Posted on 07/23/2002 8:37:30 AM PDT by Stand Watch Listen

President Bush’s push to subject 425,000 federal jobs to contractor competition by the end of his term is headed for a showdown with Congress this week, lawmakers and administration officials say.

Both the House and Senate are expected to vote this week on a measure to remove White House goals for how many jobs agencies must consider transferring to contractors. In both chambers, backers say the measure has enough support to pass as part of the fiscal 2003 Treasury appropriations bill.

Meanwhile, White House officials say they will recommend that Bush veto any legislation that contains such a provision.

The brewing fight is over one of the cornerstones of Bush’s management agenda known as competitive sourcing. This refers to the process in which an agency studies its operations and determines through public-private competitions and cost studies which is the most efficient way to perform those operations: in-house federal employees or contractors.

The president’s management agenda, released last August, outlined goals for agencies to meet in their competitive sourcing programs. Ultimately, the administration said it wants to open 50 percent of such positions — the equivalent of 425,000 federal jobs — to contractor competition by the end of Bush’s term.

"The administration strongly opposes these anticompetitive proposals," an Office of Management and Budget official told Federal Times on July 18. "[OMB Director] Mitch Daniels said on Friday [July 12] that he would recommend a veto since this is too important a program with too much progress left to make to shut down."

The effort to kill the competition goals is actively supported and shepherded by federal unions. The Senate Appropriations Committee July 16 approved the Treasury appropriations bill that included the provision to remove the targets. The provision was sponsored by Sens. Byron Dorgan, D-N.D., and Barbara Mikulski, D-Md.

The amendment has the backing of 25 Democrats and one Independent member in the Senate.

Those 26 senators had asked Dorgan in a June 7 letter to introduce the amendment to overturn the competitive sourcing targets. Dorgan heads the Senate Appropriations subcommittee on Treasury and general government. "We are particularly concerned that a continued reliance on these arbitrary, quantitative targets to make federal sourcing decisions will not only yield counterproductive results in many instances but will also undermine federal recruiting efforts and weaken the civil service as a whole," the senators said.

A House version of the amendment introduced July 9 by Rep. James Moran, D-Va., before the House Appropriations Committee was defeated when that committee marked up its own version of the Treasury appropriations bill.
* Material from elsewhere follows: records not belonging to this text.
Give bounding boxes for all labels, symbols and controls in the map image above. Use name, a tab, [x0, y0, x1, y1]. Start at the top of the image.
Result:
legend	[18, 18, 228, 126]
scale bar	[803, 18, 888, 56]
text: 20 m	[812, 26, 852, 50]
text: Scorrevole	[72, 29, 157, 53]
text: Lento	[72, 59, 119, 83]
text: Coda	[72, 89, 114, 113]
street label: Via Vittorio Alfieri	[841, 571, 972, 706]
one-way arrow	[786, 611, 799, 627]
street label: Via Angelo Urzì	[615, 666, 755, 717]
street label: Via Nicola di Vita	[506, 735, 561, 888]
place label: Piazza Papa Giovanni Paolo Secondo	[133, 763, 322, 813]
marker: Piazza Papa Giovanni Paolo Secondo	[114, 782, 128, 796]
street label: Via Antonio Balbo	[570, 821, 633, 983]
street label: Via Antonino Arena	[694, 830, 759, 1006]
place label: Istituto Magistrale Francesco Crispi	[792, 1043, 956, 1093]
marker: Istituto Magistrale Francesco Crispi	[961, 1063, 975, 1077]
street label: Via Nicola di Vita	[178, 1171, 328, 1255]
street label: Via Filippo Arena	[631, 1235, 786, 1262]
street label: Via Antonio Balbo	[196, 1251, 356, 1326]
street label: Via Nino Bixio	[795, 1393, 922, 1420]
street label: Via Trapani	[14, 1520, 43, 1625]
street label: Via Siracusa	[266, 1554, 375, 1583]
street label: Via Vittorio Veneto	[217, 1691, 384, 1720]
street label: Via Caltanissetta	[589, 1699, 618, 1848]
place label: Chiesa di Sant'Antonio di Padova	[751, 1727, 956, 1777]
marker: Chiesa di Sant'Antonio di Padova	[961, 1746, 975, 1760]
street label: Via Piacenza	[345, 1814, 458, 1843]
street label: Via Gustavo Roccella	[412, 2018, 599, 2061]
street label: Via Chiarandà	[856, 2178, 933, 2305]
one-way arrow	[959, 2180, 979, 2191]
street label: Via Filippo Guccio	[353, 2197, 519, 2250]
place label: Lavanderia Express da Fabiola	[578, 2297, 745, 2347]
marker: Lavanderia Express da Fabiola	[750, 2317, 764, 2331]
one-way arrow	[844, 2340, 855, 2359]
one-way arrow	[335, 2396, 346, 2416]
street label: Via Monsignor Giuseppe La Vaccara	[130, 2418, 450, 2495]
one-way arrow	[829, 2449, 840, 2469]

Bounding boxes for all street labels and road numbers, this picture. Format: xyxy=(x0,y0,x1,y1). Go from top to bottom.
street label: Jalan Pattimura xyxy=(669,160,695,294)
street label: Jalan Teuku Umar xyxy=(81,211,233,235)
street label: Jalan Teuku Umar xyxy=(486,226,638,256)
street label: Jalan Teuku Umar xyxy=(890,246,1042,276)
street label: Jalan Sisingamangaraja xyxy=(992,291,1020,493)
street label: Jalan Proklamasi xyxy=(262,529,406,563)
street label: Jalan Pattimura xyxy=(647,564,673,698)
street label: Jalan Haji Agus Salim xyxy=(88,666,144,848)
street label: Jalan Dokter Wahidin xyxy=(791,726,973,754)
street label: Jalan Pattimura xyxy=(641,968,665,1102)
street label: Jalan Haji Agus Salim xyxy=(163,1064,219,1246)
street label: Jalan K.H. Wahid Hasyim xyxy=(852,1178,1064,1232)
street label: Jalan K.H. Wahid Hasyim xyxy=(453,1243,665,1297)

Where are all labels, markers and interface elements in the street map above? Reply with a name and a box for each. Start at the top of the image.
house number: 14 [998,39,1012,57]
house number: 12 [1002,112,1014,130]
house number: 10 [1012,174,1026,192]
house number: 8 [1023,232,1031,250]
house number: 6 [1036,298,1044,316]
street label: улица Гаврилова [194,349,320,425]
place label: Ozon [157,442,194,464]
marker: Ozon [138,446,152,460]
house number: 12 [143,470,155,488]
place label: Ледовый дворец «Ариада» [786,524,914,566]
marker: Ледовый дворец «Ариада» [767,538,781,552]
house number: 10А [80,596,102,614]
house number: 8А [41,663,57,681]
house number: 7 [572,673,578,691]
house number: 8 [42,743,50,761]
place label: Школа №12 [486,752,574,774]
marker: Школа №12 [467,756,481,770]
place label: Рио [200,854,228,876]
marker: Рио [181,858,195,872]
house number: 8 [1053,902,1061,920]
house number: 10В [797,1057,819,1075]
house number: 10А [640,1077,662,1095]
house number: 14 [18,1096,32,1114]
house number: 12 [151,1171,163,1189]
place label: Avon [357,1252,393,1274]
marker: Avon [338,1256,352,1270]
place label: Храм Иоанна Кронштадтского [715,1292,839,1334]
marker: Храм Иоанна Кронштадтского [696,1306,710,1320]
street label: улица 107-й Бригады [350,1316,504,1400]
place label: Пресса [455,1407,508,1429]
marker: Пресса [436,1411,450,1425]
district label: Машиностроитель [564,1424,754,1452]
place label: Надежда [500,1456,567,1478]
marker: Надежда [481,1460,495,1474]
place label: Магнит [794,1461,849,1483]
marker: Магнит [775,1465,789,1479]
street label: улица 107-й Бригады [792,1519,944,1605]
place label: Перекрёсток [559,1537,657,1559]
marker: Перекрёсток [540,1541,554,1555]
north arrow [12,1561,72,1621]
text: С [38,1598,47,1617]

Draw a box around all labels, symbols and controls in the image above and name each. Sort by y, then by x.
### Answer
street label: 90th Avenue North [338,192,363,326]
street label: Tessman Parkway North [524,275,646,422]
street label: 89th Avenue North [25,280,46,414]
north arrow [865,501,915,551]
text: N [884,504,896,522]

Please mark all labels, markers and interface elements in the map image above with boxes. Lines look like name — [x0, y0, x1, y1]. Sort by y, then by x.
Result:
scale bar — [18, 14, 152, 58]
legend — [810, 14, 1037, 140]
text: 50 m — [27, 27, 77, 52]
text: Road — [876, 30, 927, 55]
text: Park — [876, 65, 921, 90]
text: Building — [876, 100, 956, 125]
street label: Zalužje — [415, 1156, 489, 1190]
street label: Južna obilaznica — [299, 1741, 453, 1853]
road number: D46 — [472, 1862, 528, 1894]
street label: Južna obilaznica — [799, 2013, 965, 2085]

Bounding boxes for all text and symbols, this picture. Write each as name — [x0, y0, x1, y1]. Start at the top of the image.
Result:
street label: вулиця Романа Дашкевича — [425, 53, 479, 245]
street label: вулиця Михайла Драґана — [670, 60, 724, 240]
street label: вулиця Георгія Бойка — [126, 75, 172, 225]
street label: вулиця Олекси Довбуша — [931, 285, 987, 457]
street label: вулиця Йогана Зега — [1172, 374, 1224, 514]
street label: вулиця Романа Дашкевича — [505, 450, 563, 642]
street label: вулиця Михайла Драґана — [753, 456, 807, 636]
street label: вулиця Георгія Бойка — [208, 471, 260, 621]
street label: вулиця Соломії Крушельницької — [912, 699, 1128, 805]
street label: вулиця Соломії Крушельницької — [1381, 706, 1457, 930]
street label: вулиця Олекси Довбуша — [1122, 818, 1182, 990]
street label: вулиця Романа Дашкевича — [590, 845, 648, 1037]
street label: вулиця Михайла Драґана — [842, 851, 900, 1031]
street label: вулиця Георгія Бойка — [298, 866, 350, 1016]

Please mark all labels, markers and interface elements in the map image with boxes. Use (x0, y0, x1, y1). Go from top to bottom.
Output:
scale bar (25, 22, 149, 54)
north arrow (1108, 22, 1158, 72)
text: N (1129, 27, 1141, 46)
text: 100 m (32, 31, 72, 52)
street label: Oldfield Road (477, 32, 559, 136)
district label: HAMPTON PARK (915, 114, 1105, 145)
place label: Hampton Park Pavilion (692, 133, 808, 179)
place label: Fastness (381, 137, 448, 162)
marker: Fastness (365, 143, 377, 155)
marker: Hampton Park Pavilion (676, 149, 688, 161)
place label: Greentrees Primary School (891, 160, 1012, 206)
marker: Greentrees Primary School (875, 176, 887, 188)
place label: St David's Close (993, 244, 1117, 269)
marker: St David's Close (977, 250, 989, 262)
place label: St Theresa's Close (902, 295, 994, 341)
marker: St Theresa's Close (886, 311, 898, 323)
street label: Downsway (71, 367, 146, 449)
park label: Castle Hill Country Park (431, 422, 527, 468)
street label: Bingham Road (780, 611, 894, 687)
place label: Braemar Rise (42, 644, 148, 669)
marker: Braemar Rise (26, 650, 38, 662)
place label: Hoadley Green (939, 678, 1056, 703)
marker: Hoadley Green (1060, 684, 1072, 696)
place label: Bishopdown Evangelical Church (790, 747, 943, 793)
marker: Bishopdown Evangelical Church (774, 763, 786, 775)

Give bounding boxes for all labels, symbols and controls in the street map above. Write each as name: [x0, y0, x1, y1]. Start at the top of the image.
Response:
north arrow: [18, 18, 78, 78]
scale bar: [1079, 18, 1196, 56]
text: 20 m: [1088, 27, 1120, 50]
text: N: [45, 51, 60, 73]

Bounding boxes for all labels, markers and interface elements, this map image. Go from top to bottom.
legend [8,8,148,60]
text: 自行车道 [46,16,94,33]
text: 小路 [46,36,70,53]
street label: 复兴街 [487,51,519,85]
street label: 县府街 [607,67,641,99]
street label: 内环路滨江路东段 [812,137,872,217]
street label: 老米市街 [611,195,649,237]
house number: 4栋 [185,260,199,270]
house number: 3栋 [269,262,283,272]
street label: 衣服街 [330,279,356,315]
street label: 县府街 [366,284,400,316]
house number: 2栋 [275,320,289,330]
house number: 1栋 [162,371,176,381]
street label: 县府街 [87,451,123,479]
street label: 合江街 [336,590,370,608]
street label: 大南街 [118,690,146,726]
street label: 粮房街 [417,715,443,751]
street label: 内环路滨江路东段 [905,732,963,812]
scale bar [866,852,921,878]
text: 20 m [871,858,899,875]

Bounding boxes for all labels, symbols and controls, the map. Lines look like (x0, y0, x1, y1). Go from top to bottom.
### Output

Moran told Federal Times in a July 18 interview that he would bring it to the House floor this week. Moran said he has been working at building bipartisan support for the amendment and recruited 20 Republicans in support of the amendment.

Reps. Connie Morella, R-Md., and Frank Wolf, R-Va., have co-sponsored the amendment. Another Republican, Rep. Tom Davis of Virginia, also is expected to support the amendment.

"We’re definitely going to win," Moran told Federal Times.

John Threlkeld, a lobbyist for the American Federation of Government Employees, the largest federal workers union and an opponent of the competitive sourcing targets, said he is not surprised the Dorgan and Moran measures are attracting support in Congress.

"Most believe that agencies should be free to manage," he said.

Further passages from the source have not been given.